Instructions for the task: Say how many lines of the material below contain the word "casing", with no other words.

Material provided:
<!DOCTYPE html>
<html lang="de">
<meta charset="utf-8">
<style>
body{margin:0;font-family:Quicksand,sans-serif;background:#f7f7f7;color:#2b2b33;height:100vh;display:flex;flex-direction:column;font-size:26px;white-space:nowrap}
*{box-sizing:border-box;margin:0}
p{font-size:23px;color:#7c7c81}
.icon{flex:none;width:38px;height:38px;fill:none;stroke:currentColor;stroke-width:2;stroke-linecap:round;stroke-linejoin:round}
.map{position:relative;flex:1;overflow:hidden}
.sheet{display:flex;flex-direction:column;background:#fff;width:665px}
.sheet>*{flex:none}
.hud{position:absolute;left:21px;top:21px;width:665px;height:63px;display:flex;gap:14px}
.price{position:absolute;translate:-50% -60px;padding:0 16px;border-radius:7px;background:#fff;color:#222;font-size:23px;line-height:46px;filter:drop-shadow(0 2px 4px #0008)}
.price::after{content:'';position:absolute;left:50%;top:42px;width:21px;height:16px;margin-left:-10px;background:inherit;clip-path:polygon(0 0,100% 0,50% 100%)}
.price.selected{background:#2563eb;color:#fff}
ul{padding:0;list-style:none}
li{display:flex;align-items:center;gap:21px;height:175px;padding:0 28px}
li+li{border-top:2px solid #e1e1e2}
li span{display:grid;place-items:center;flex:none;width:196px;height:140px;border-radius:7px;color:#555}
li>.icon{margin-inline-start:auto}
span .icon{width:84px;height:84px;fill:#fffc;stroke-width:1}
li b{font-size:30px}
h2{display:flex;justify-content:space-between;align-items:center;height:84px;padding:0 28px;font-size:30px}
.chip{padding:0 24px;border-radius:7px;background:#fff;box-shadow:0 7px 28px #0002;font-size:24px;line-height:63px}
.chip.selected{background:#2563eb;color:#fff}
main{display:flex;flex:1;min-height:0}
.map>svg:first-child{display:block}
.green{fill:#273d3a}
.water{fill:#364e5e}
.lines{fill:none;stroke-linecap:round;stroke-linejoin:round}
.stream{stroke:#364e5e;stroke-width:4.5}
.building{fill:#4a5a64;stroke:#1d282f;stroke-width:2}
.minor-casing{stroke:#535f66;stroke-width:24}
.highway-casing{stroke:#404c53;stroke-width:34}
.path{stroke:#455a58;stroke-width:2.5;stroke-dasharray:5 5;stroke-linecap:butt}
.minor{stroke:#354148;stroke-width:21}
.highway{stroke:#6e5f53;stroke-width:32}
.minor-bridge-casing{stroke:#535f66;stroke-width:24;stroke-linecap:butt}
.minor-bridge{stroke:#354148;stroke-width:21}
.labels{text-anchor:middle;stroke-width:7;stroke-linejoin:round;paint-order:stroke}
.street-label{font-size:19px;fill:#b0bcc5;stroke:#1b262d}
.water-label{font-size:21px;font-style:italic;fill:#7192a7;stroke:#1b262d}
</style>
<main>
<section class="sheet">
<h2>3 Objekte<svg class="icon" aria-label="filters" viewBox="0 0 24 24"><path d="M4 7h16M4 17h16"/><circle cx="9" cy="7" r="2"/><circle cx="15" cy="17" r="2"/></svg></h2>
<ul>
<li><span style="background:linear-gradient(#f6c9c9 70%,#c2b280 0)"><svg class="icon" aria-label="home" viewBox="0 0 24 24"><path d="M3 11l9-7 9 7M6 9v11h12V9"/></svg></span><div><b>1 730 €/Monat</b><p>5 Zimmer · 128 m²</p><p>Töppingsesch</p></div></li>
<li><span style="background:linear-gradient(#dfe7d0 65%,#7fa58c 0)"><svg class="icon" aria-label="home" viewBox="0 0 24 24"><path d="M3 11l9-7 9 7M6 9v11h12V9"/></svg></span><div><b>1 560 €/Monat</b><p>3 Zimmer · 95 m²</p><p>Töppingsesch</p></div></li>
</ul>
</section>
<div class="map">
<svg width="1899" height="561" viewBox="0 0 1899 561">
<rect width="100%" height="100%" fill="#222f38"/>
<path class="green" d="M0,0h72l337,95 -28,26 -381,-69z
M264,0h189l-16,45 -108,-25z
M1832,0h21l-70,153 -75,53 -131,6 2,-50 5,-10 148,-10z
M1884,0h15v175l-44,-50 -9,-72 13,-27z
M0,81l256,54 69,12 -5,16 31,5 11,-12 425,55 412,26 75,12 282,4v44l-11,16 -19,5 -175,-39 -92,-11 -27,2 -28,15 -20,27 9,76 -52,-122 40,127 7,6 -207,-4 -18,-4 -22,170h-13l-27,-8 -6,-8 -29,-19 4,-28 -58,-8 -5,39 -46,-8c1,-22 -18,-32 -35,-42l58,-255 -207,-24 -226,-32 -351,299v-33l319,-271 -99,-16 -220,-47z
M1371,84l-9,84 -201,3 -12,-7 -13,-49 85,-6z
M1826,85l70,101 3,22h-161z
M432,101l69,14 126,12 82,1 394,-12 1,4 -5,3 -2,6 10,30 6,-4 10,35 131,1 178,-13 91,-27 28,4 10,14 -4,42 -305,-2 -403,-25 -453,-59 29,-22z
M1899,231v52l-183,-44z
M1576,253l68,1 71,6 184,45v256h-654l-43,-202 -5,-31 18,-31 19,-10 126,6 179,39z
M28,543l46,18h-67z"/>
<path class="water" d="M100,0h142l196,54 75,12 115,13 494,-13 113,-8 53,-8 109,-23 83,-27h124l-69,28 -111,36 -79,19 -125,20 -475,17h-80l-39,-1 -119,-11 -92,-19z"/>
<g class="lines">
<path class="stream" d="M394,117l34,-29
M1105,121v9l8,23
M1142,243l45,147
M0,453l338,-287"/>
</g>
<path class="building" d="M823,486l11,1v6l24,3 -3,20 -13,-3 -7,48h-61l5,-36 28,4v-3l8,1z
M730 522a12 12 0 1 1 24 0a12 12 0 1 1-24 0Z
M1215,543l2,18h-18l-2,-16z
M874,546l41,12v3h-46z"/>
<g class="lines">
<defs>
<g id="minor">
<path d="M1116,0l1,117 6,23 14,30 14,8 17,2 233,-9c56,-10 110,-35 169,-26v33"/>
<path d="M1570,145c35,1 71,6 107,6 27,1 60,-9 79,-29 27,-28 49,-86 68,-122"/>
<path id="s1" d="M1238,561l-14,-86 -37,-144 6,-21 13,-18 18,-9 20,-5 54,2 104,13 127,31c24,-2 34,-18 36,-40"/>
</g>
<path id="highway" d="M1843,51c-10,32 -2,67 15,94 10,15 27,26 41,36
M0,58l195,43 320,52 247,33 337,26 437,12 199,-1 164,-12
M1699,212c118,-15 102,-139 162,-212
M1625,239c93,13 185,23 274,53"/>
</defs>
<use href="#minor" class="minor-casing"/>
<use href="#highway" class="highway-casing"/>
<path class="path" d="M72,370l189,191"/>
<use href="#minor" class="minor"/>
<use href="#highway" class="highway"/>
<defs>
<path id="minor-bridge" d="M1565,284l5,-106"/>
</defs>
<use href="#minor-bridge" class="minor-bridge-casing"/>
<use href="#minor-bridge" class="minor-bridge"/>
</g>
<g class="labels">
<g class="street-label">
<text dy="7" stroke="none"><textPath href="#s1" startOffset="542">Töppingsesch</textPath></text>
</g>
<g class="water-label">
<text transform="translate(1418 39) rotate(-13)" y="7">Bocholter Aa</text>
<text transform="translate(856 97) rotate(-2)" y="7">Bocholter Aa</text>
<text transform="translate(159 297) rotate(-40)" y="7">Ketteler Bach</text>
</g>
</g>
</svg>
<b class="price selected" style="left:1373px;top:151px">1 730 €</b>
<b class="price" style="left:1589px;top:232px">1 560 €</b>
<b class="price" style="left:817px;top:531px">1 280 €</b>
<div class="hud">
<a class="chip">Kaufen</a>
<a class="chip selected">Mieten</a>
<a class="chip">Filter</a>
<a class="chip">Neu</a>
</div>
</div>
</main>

...

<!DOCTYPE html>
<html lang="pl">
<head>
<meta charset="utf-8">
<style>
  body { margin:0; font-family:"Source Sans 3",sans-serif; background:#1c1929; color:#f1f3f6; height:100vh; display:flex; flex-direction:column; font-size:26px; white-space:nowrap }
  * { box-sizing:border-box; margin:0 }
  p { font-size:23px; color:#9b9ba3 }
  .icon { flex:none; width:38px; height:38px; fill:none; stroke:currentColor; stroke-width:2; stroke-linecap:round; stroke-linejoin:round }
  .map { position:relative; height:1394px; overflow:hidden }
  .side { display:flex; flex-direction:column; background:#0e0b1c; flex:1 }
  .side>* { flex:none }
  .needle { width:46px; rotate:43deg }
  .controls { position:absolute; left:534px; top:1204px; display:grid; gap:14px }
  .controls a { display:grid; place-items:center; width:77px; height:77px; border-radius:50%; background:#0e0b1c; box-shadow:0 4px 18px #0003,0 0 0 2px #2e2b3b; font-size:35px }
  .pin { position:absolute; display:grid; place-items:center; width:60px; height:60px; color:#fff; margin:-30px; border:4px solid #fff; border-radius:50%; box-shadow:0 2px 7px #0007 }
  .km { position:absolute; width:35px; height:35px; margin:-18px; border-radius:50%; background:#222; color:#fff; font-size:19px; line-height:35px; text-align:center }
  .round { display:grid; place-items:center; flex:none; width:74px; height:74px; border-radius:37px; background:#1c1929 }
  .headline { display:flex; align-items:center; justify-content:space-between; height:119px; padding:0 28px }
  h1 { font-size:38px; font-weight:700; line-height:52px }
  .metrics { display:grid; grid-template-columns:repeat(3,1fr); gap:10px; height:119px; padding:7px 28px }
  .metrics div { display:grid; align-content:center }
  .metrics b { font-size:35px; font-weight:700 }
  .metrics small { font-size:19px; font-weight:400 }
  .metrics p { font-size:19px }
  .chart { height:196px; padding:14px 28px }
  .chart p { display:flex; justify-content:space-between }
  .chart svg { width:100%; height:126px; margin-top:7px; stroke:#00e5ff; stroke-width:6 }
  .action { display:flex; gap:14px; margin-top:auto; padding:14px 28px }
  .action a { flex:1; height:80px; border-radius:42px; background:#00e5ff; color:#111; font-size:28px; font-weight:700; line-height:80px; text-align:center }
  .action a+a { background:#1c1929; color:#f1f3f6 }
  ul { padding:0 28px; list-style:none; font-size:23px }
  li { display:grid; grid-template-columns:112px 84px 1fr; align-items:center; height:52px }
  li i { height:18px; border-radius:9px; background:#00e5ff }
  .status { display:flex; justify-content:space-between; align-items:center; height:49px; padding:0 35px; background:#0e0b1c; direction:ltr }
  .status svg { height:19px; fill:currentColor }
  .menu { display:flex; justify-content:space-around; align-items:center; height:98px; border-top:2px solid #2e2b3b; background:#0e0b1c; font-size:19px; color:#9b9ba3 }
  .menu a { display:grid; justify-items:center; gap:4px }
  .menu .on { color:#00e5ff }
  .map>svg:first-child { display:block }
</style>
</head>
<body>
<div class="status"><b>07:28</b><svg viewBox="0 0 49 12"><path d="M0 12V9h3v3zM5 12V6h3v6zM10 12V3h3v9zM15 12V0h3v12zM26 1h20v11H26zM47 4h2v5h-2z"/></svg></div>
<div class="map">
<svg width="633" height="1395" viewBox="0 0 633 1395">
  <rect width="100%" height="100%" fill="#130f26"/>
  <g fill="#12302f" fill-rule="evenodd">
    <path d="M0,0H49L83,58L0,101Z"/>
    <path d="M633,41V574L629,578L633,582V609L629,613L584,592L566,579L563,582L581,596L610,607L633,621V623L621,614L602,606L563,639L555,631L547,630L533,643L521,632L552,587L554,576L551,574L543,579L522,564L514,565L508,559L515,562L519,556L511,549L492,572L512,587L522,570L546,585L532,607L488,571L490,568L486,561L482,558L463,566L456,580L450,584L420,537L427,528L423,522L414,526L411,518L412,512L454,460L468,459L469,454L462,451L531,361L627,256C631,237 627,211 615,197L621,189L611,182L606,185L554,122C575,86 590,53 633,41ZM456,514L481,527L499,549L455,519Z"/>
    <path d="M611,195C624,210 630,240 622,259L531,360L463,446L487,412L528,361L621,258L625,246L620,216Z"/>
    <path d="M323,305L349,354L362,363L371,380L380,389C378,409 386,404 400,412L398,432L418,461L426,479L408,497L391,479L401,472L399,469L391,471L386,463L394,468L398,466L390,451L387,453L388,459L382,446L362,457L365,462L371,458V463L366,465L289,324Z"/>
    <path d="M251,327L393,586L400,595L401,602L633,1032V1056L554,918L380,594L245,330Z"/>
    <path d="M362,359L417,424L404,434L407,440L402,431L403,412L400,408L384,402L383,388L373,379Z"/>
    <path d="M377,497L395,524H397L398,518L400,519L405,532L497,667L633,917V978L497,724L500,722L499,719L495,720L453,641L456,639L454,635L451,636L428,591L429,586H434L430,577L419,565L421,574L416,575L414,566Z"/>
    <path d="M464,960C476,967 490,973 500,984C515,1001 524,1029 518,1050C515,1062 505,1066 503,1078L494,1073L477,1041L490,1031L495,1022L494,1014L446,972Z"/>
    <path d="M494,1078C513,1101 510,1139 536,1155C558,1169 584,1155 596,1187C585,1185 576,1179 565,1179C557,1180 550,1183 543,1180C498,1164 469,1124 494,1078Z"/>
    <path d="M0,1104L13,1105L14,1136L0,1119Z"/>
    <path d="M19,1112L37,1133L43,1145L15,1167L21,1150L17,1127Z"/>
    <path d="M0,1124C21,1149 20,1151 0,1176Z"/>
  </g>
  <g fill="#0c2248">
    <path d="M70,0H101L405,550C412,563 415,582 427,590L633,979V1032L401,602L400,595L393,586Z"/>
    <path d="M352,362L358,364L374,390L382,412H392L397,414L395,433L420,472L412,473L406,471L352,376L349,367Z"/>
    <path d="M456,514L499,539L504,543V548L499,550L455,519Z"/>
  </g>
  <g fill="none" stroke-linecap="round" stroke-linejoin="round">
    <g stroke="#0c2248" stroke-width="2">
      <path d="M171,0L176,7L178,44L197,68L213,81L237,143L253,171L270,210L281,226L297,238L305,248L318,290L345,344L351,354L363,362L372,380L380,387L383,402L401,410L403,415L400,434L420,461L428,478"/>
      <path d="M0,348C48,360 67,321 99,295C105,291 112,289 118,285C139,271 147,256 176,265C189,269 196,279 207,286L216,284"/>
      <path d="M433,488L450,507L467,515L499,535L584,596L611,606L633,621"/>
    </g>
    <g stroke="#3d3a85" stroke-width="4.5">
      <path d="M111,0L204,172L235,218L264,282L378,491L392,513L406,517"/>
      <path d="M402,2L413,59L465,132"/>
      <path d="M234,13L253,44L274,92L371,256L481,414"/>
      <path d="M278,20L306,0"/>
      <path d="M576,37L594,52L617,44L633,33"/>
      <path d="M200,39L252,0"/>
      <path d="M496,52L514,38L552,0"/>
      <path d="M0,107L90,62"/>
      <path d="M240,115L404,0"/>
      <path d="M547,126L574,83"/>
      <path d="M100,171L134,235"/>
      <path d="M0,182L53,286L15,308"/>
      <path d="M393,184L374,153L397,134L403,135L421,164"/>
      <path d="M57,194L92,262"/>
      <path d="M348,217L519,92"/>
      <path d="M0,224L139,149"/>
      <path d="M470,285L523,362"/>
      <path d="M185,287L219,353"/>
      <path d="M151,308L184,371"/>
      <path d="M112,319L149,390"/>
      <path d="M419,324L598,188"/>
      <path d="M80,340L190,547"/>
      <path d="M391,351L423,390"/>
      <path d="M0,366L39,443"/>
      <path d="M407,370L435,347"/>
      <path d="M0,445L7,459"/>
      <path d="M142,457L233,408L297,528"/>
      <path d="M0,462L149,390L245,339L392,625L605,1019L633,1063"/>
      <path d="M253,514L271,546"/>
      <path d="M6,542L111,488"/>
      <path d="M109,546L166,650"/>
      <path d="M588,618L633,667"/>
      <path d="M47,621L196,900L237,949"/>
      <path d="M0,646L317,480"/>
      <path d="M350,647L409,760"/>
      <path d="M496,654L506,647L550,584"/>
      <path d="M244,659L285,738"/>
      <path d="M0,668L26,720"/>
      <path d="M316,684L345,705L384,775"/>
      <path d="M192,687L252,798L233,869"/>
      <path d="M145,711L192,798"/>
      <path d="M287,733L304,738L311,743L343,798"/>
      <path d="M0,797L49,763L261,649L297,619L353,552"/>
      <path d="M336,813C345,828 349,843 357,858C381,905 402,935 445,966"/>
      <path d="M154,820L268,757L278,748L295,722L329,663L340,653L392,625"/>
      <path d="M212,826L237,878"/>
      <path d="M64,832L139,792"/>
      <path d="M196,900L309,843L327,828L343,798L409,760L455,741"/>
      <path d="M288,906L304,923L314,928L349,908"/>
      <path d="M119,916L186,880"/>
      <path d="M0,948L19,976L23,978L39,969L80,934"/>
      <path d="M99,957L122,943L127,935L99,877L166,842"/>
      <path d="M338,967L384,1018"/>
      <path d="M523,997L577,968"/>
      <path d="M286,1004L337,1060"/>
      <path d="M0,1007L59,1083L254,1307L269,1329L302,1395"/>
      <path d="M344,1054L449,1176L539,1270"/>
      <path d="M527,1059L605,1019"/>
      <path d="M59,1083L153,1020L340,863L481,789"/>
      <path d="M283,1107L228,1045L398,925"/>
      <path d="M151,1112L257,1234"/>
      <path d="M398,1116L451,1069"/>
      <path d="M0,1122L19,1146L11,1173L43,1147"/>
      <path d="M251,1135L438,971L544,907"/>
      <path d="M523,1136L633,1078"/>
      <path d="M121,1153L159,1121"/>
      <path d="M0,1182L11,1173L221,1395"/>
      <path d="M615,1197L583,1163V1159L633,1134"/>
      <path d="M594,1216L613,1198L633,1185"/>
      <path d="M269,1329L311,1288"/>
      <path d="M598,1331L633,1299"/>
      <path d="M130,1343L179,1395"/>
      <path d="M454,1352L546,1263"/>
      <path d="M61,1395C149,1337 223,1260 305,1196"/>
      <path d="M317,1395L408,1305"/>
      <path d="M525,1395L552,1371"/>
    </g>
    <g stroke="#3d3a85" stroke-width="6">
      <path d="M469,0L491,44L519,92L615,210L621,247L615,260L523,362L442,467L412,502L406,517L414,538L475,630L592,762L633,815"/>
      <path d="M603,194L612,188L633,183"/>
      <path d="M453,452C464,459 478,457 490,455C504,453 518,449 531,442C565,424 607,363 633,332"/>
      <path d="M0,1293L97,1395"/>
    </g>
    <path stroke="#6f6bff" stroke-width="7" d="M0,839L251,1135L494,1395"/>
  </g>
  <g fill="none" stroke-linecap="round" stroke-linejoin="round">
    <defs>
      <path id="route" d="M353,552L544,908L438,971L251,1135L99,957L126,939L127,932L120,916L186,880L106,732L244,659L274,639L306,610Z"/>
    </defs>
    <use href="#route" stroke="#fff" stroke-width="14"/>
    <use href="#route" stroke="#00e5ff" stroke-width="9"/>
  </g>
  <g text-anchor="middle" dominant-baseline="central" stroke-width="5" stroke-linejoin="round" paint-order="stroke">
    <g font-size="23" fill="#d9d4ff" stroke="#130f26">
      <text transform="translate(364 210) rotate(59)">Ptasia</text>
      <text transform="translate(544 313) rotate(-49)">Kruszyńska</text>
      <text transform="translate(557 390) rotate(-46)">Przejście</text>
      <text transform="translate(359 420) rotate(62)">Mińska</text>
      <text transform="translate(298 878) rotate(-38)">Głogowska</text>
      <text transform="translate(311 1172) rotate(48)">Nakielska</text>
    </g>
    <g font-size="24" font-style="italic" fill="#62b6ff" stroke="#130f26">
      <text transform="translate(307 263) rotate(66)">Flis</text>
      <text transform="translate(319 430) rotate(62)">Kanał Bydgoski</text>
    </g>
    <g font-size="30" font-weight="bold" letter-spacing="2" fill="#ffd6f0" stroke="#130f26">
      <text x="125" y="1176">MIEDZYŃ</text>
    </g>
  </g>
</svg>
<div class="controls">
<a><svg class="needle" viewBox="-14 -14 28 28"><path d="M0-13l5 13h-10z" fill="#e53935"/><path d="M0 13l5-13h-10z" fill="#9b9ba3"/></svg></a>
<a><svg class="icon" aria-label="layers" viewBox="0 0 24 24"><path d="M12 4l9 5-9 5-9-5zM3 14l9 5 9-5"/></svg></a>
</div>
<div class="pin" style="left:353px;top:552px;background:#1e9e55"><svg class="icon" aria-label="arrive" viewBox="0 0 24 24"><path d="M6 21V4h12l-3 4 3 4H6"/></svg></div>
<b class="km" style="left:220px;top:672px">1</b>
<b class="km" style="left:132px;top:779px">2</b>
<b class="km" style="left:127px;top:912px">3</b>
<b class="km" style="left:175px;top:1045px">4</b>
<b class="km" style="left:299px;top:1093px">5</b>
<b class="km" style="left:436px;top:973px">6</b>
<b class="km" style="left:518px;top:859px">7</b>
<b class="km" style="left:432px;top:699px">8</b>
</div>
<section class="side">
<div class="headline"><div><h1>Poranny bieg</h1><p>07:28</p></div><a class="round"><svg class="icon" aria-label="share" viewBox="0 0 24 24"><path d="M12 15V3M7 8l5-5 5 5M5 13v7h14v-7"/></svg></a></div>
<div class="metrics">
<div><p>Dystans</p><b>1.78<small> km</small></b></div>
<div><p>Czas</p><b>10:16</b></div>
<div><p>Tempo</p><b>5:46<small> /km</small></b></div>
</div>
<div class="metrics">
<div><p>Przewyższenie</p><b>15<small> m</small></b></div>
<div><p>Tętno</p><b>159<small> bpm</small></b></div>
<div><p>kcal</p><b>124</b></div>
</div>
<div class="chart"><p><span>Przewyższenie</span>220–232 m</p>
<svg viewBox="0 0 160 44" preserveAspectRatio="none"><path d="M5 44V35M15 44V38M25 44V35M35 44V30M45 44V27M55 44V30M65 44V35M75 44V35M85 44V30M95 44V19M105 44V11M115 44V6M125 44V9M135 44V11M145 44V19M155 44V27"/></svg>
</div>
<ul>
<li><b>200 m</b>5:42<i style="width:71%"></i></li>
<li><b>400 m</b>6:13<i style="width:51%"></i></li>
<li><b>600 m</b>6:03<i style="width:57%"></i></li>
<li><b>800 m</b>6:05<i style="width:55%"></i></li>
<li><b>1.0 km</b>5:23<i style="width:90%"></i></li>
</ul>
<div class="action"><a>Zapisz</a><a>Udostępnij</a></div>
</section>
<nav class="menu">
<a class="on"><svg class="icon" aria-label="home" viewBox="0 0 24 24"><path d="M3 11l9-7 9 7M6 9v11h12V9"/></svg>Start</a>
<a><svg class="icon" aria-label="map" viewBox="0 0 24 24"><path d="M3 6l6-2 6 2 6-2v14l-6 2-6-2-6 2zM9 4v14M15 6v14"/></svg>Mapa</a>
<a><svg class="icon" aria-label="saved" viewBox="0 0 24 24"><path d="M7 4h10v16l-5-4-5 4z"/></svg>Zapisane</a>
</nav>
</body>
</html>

Solved exercise: 6